- TASK REQUIREMENTS -
Retrieve every line from the records in which the word "compass" occurs.

- DATA FOR THE TASK -
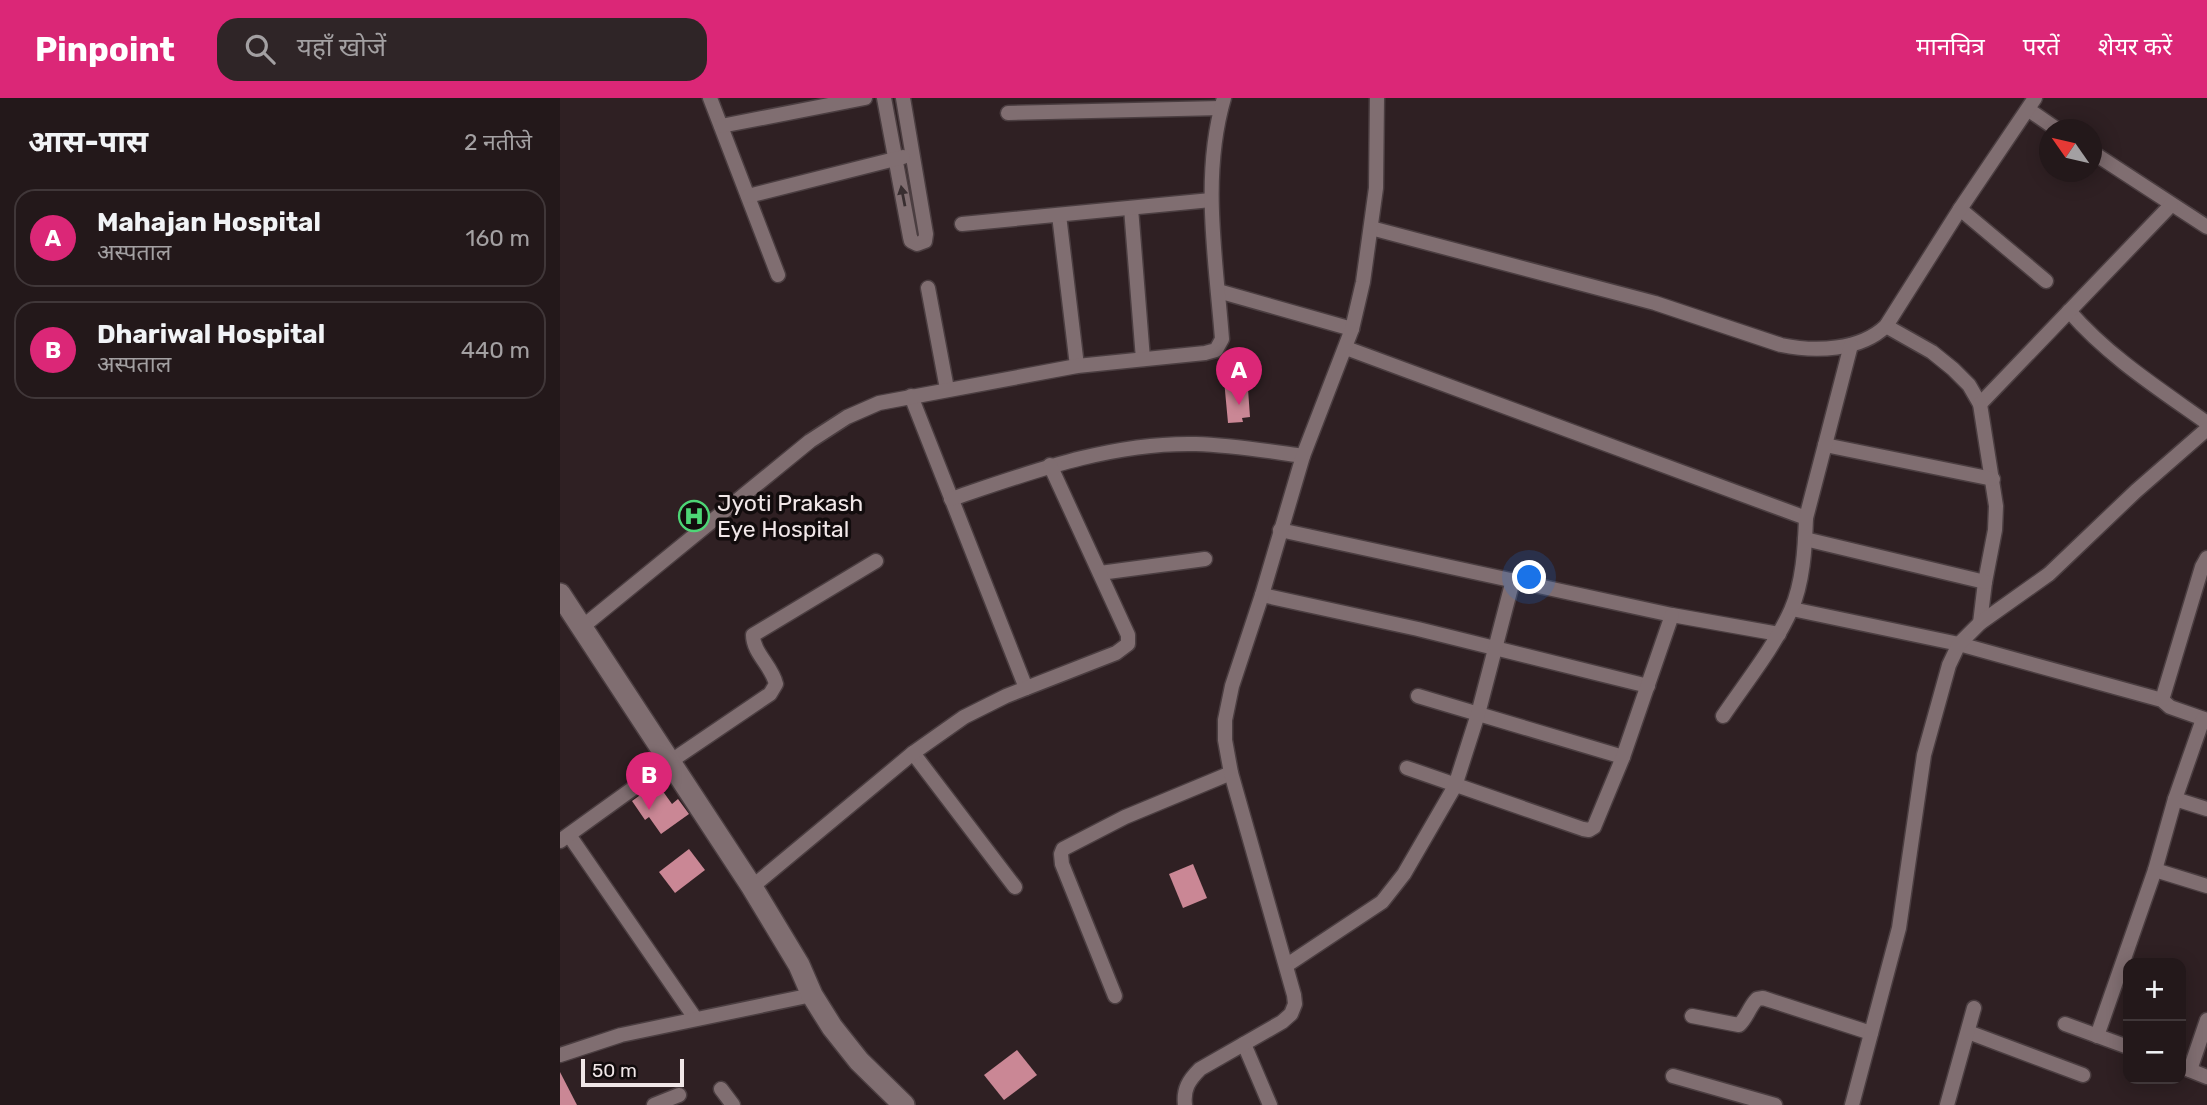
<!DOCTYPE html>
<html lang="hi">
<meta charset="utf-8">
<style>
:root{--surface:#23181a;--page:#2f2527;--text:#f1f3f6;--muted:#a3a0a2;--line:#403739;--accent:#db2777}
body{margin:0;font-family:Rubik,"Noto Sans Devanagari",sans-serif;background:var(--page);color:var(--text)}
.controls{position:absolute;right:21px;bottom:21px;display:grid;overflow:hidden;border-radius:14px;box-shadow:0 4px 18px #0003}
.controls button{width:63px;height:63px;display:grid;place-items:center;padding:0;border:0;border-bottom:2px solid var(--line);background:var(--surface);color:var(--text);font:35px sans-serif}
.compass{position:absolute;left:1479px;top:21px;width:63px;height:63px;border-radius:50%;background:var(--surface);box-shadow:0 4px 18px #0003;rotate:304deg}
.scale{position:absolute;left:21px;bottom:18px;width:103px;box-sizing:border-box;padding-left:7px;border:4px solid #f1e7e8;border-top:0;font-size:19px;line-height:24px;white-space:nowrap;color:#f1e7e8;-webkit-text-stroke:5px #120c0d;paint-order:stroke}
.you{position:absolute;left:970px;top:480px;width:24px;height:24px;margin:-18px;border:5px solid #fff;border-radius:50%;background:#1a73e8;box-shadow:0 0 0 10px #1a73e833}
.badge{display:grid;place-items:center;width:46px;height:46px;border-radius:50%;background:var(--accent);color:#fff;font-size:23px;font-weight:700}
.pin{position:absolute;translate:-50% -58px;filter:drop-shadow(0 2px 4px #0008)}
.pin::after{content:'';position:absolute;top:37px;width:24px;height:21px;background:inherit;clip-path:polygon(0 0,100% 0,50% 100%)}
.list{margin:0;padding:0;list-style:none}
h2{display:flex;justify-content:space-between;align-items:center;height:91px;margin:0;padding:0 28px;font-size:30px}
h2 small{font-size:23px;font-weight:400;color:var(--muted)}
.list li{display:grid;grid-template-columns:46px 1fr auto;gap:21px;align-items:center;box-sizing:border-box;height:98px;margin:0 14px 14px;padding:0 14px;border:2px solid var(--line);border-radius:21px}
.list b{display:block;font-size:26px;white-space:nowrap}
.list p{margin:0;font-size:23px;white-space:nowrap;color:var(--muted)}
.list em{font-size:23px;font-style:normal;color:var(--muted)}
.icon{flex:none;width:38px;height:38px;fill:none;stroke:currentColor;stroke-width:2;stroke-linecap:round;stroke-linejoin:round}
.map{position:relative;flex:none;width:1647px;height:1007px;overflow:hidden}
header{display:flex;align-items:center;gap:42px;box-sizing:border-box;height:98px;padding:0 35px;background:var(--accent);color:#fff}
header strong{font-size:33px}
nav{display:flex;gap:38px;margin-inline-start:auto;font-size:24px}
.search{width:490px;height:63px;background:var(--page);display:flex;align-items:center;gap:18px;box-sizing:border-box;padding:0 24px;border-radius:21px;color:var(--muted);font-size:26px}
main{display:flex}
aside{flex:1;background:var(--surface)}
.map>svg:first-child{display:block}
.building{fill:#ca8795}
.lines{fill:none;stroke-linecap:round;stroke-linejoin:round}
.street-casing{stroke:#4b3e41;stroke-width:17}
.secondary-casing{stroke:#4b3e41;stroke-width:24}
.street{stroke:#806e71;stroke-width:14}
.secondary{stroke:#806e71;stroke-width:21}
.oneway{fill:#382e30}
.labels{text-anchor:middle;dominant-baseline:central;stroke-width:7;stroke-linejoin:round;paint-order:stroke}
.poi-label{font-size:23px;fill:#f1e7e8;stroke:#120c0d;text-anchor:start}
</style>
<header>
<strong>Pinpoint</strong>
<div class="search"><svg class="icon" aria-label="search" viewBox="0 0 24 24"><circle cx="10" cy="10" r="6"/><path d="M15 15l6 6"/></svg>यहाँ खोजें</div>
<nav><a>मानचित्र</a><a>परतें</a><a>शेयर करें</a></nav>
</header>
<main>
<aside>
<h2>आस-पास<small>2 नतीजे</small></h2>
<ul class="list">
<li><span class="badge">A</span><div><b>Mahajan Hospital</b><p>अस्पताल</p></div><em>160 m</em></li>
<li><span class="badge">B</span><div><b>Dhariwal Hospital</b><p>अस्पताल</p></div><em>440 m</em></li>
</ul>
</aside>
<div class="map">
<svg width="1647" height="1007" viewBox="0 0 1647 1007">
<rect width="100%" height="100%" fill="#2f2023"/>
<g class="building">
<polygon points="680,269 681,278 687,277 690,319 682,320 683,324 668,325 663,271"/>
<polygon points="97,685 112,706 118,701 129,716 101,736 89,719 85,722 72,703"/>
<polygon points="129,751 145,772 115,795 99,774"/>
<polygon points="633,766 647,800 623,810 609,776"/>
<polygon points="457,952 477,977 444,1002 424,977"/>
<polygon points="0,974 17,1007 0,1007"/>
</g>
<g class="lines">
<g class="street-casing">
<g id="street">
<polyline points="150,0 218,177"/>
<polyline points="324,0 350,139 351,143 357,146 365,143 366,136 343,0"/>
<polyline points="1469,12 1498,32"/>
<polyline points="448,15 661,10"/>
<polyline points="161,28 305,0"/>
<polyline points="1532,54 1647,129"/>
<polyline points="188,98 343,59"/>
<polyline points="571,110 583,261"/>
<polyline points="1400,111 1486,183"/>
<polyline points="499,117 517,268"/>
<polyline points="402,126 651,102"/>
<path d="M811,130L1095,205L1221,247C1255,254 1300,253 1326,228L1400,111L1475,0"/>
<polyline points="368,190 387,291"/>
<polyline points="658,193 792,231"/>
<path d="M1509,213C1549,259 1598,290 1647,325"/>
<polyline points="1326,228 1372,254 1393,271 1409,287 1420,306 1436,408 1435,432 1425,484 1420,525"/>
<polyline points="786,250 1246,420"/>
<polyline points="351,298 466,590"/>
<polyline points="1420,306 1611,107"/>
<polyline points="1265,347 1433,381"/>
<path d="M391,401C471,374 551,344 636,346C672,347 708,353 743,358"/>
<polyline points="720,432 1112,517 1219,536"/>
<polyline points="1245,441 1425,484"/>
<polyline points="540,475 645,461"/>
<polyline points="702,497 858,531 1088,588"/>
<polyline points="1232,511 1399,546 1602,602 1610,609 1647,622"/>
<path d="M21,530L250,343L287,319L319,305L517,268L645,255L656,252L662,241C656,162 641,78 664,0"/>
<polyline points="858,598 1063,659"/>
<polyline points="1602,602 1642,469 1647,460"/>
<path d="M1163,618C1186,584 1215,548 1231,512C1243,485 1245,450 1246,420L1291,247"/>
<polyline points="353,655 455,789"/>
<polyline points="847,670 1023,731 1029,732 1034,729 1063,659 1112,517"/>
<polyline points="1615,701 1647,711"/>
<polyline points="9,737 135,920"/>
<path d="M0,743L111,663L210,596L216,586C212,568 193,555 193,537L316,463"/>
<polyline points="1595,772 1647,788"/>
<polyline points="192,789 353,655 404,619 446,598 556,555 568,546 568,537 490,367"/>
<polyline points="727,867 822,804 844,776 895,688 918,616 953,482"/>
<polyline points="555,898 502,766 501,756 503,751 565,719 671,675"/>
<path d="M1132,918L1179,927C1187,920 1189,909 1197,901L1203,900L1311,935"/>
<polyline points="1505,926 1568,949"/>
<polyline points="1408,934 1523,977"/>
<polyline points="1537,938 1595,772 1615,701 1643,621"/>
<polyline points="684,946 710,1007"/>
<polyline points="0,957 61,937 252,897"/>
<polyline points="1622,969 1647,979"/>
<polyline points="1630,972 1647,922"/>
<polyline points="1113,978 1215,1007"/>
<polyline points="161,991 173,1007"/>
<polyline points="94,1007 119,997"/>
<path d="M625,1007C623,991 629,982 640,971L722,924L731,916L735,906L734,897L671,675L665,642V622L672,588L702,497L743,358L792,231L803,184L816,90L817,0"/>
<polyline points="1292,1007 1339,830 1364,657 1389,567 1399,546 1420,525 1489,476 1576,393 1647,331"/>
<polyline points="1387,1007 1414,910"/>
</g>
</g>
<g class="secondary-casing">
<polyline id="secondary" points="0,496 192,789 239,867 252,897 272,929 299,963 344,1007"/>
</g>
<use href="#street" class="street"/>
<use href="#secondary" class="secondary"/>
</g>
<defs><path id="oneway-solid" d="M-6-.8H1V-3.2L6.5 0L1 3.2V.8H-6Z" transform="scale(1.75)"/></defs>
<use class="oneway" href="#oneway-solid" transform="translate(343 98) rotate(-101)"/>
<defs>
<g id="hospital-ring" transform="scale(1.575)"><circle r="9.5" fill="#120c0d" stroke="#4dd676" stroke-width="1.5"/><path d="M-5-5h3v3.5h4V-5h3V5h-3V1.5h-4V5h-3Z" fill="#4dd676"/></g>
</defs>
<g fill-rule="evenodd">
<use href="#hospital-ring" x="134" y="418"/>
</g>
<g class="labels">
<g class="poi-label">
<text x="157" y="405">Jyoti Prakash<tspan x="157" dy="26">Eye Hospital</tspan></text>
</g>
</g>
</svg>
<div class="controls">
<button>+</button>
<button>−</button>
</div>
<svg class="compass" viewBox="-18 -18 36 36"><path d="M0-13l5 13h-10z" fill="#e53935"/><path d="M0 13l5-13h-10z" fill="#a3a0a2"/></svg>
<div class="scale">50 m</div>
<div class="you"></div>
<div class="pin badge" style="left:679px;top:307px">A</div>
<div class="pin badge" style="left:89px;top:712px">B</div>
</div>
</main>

- WRITTEN SOLUTION -
.compass{position:absolute;left:1479px;top:21px;width:63px;height:63px;border-radius:50%;background:var(--surface);box-shadow:0 4px 18px #0003;rotate:304deg}
<svg class="compass" viewBox="-18 -18 36 36"><path d="M0-13l5 13h-10z" fill="#e53935"/><path d="M0 13l5-13h-10z" fill="#a3a0a2"/></svg>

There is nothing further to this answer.